Vraag de kinderen wat alle andere spinnen tegen Sebastiaan zeggen als hij vertelt dat hij een web wil weven? ("O, Sebastiaan, Nee, Sebastiaan, kom, Sebastiaan, laat dat nou. Wou jij aan een web beginnen in die vreselijke kou?")
Kijk of de kinderen het zelf kunnen horen en vul aan wat ze zelf niet uit het lied halen.

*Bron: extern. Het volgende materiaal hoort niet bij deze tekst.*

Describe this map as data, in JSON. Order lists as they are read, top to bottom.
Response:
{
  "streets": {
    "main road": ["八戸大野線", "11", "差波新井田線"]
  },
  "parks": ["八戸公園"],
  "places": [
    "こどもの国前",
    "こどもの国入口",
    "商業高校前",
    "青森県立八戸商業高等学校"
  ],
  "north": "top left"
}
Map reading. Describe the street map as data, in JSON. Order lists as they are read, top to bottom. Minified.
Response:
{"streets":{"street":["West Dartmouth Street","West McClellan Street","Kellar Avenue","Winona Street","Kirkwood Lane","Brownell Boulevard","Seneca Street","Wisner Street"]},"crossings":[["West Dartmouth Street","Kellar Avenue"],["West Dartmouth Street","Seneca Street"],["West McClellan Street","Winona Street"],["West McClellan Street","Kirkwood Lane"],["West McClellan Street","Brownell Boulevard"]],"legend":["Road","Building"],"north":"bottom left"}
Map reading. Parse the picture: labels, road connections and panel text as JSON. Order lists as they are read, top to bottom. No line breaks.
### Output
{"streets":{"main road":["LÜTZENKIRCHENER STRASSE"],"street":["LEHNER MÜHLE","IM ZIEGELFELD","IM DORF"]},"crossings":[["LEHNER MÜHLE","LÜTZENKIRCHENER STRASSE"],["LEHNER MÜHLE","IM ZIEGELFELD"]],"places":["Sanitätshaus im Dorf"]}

Vraag aan de kinderen waarom alle andere spinnen dat zeggen (ze willen niet dat Sebastiaan een web gaat weven, ze vinden het erg koud om aan een web te beginnen en misschien zijn ze zelfs een beetje bang).
Vertel de kinderen dat zij "alle andere spinnen" zijn en gaan zeggen: Zeiden alle and're spinnen: "O, Sebastiaan, nee, Sebastiaan! Kom, Sebastiaan. Laat dat nou. Wou jij aan een web beginnen in die vreselijke kou?"
Spreek of zing de tekst voor en laat de kinderen meespreken of zingen.
Speel vervolgens de muziek af en geef de kinderen de opdracht te gaan staan wanneer ze horen dat "de andere spinnen" tegen Sebastiaan spreken. Ze mogen ook al meezingen, zij zijn namelijk de andere spinnen.